L’irruption de femmes de chambre dans l’espace public est toujours une image forte. Dans les rues de New York, en mai 2011, leur manifestation en marge d’une audience judiciaire dans l’affaire Strauss-Kahn fut décrite comme une manipulation syndicale, tant l’image de ces travailleuses, femmes de chambre et de ménage, est nécessairement celle de femmes isolées, d’une présence émiettée dans les espaces hôteliers. Elles ont franchi une frontière, une barrière : celle des murs de la vie privée et intime, d’une maison particulière ou d’un hôtel. Franchir la ligne de séparation entre le privé et le public est un acte transgressif. A l’espace public correspond une parole collective, un slogan – ici « Shame on you », « honte à toi », adressé à l’homme puissant supposé agresseur.

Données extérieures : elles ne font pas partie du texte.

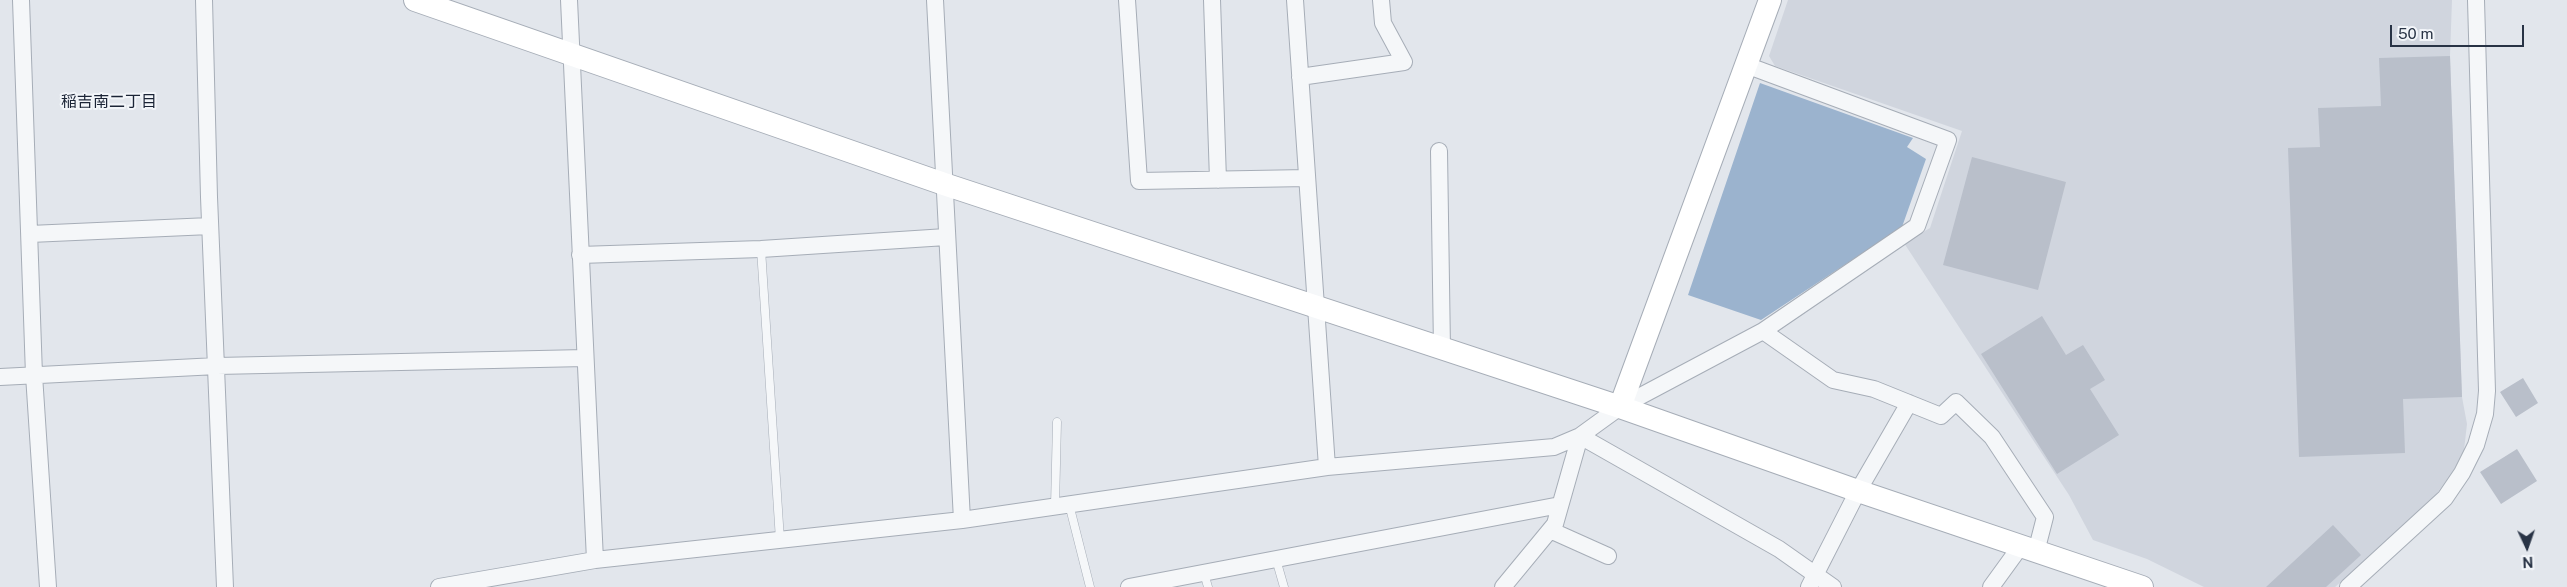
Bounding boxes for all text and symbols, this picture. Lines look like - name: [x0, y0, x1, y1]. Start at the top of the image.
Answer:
- scale bar: [2392, 15, 2526, 47]
- text: 50 m: [2398, 25, 2433, 42]
- district label: 稲吉南二丁目: [61, 92, 157, 112]
- north arrow: [2502, 522, 2552, 572]
- text: N: [2522, 554, 2534, 570]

Espace public, parole publique : les domestiques, femmes de service, n’y ont pas accès ; et pourtant, elle sont « des travailleuses comme les autres », disent-elles depuis plus d’un siècle, depuis la naissance du syndicalisme. Du syndicat des gens de maison, à la fin du XIXe siècle, à la section « employées de maison » de la Confédération française du travail (CFDT) dans les années 1970, puis au Manifeste brésilien des domestiques adressé à l’Organisation internationale du travail (OIT) en juin 2011, l’enjeu politique et anthropologique de ces salariés est d’appartenir à la classe ouvrière et travailleuse. Rappelons que les ouvriers des années 1900 se méfiaient de cette revendication, venant de celles et ceux qui vivaient trop près des patrons…

Hors des murs domestiques : on les voyait jadis à l’extérieur des maisons, lorsque les services impliquaient des rôles d’apparat, portiers, chauffeurs ; on les a moins vus quand la « crise de la domesticité » survint à la fin du XIXe siècle, redoublée par la première guerre mondiale, et qu’il fallut se rabattre sur la simple « bonne », « bonne à tout faire ». Intéressant est alors le petit film de Lépine, La grève des bonnes (1905), où un regroupement s’organise de l’espace familial vers le marché, jusqu’à la Bourse du travail et au commissariat ! La grève des bonnes imaginée hier, une manifestation de femmes de ménage bien réelle aujourd’hui : une expression politique presque incongrue au regard du lieu de notre imaginaire protégé, la chambre, l’appartement, la maison privée. On rappellera, à ce propos, les grèves récentes des femmes de ménage d’Arcade, sous traitant d’Accor (2002) et celle du Crowne Plaza à Paris (2010). Cette effraction politique – la présence dans la rue, la vie syndicale, la grève – illustre un paradoxe contemporain. Comment penser ensemble service et démocratie, hiérarchie domestique et égalité sociale ? Si les journalistes et les spectateurs furent sidérés par l’image de femmes de ménage devant un tribunal de New York, c’est parce que l’expression démocratique moderne se liait, sous leurs yeux, à l’archaïsme du service ancestral, fort d’une tradition, vieille comme le monde lui-même : le serviteur, la servante est un archétype inoxydable. En deçà de la dialectique hégélienne du maître et de l’esclave, qui signe le rapport et la lutte possibles, en deçà du jeu des dramaturges du siècle des Lumières qui, de Marivaux à Beaumarchais, aiment inverser les rôles entre domestiques et maîtres, le serviteur est une catégorie sociale hybride : dans et hors de la famille, familier et étranger, pauvre et vivant chez les riches... Il est en outre situé (voyez Aristote) avec les femmes et les enfants.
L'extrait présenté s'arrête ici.